With the explosion of the cryptocurrency market and the prospects of a privately issued digital currency gaining traction globally, central banks around the world are scrambling to issue digital versions of their own currencies.
As many as 86% of central banks are currently researching the potential for issuing a central bank digital currency (CBDC), according to a 2021 study published by the Bank for International Settlements. Some 60% are already experimenting with the technology and a further 14% are deploying pilot programs.
“A lot of this is driven by what’s going on in the crypto world,” says Frances Coppola, an independent economist, blogger, and author. “Governments first really started to think about central bank digital currencies after Facebook proposed to set up a global digital currency. They clearly saw it as a threat to their existing payment systems and thought, ‘we’ve got to respond to this’.”
Facebook project stalled
Since then, Facebook’s crypto project has stalled. What had been proposed as a global currency that would be backed by a basket of reserve assets, first known as Libra and later renamed Diem, was watered down to a US-only coin amid intense regulatory scrutiny after many of its initial partners quit the project. That launch never happened and, in January 2022, Diem was said to be winding down and exploring a sale of its assets. Facebook’s parent company Meta is now eyeing the potential for a virtual currency that can be used in the metaverse – a long way off its original plan, says Coppola.
“Now the bandwagon seems to have started for central bank digital currencies, everybody’s looking at them. But the threat now is not from the cryptocurrency world so much as from other central banks,” she says. “If one major central bank adopts a digital currency, others worry they will lose out, so now they are all competing with each other.”

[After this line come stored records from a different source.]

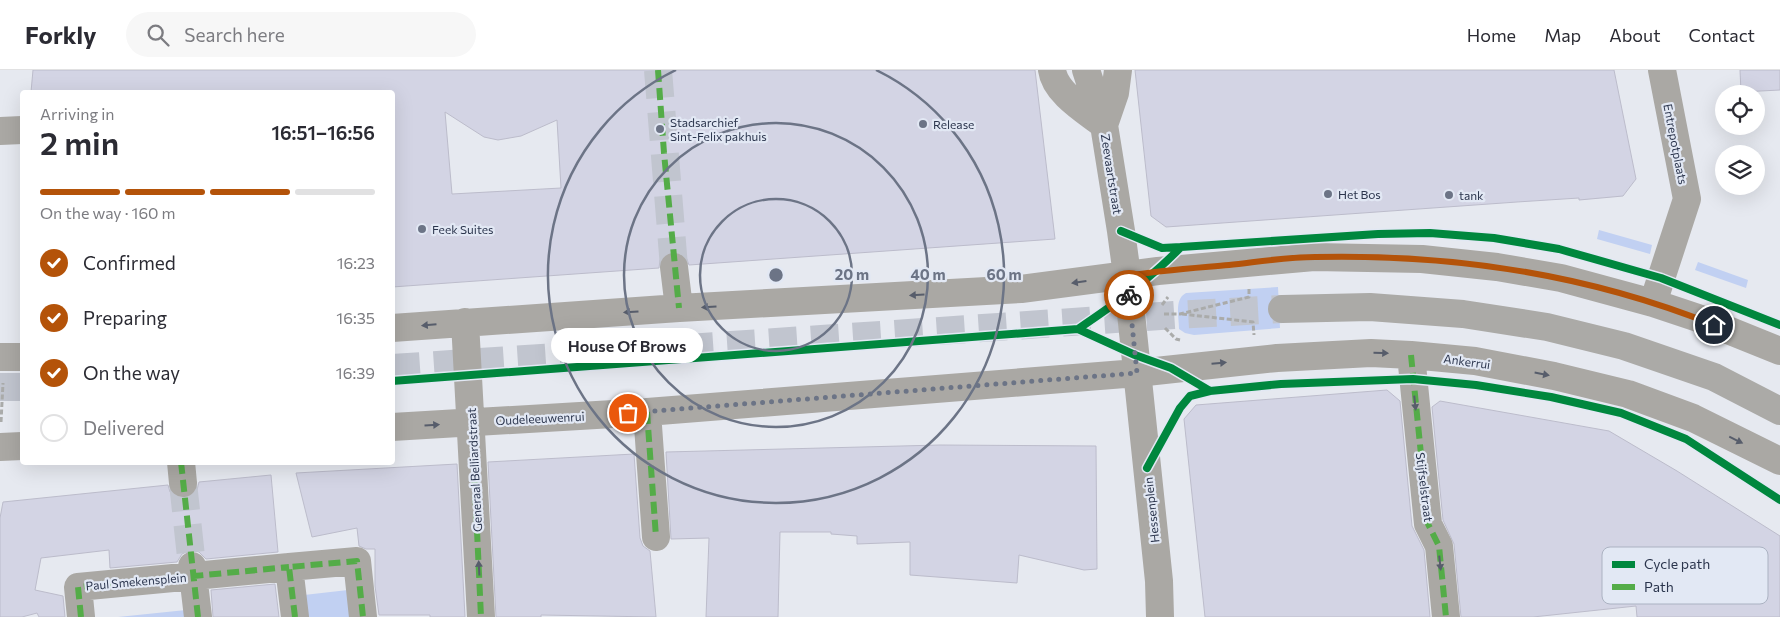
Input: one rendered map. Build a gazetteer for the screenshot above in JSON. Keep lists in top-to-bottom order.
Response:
{
  "streets": {
    "street": [
      "Entrepotplaats",
      "Zeevaartstraat",
      "Ankerrui",
      "Oudeleeuwenrui",
      "Generaal Belliardstraat",
      "Stijfselstraat",
      "Hessenplein",
      "Paul Smekensplein"
    ]
  },
  "crossings": [
    ["Zeevaartstraat", "Ankerrui"],
    ["Zeevaartstraat", "Oudeleeuwenrui"],
    ["Zeevaartstraat", "Hessenplein"],
    ["Ankerrui", "Oudeleeuwenrui"],
    ["Ankerrui", "Stijfselstraat"],
    ["Ankerrui", "Hessenplein"],
    ["Oudeleeuwenrui", "Generaal Belliardstraat"],
    ["Oudeleeuwenrui", "Hessenplein"]
  ],
  "one_way": ["Stijfselstraat"],
  "places": [
    "Release",
    "Stadsarchief Sint-Felix pakhuis",
    "Het Bos",
    "tank",
    "Feek Suites",
    "House Of Brows"
  ],
  "legend": ["Cycle path", "Path"],
  "page": {
    "header": "Forkly",
    "search": "Search here",
    "nav": [
      "Home",
      "Map",
      "About",
      "Contact"
    ],
    "heading": ["2 min", "Arriving in", "16:51–16:56"],
    "bar": "On the way · 160 m",
    "list": [
      ["Confirmed", "16:23"],
      ["Preparing", "16:35"],
      ["On the way", "16:39"],
      "Delivered"
    ],
    "bubble": "House Of Brows"
  },
  "rings": ["20 m", "40 m", "60 m"]
}
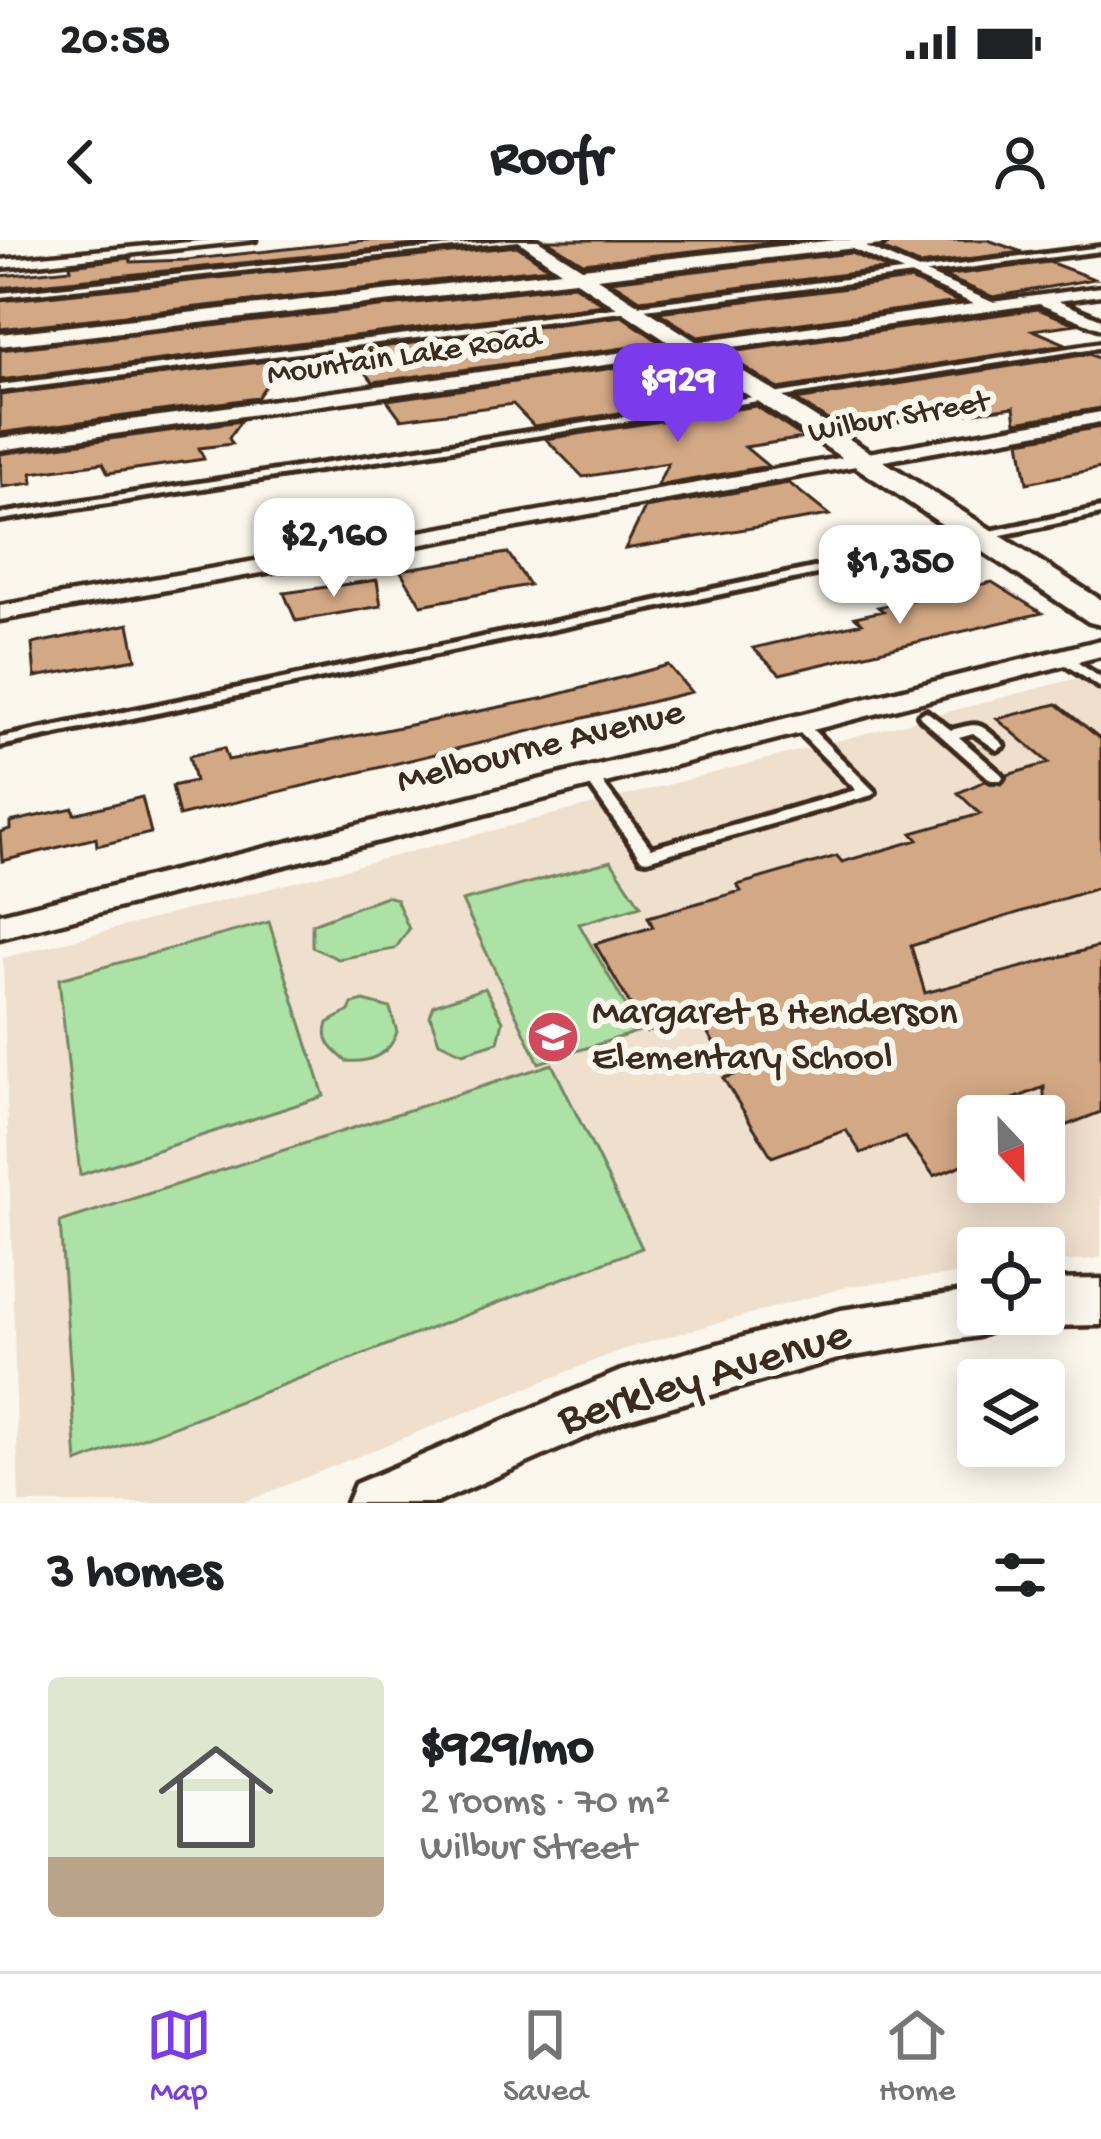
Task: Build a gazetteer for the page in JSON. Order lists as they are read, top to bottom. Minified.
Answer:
{"streets":{"street":["Mountain Lake Road","Wilbur Street","Melbourne Avenue","Berkley Avenue"]},"places":{"school or university":["Margaret B Henderson Elementary School"]},"north":"bottom","page":{"status":"20:58","header":"Roofr","price":["$929","$2,160","$1,350"],"heading":"3 homes","list":[{"name":"$929/mo","note":"2 rooms · 70 m² · Wilbur Street"}],"tabs":["Map","Saved","Home"]}}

The stage of development – and the approaches being taken – vary across the world. China has already launched a pilot for its digital currency, the e-CNY, which has been rolled out in 10 provinces and was adopted at Olympic venues in Beijing and Zhangjiakou during this year’s Winter Olympics. China is also working with the Bank for International Settlements (BIS), the Hong Kong Monetary Authority, the Bank of Thailand, and the UAE’s central bank on the mBRIDGE project, a proposal to develop an interoperable wholesale CBDC for cross-border transactions.
Part of China’s motivation to issue a CBDC is the huge adoption of digital payments in the country through Alipay and We Chat Pay, says Ashley Ebersole, a partner at Bryan Cave Leighton Paisner.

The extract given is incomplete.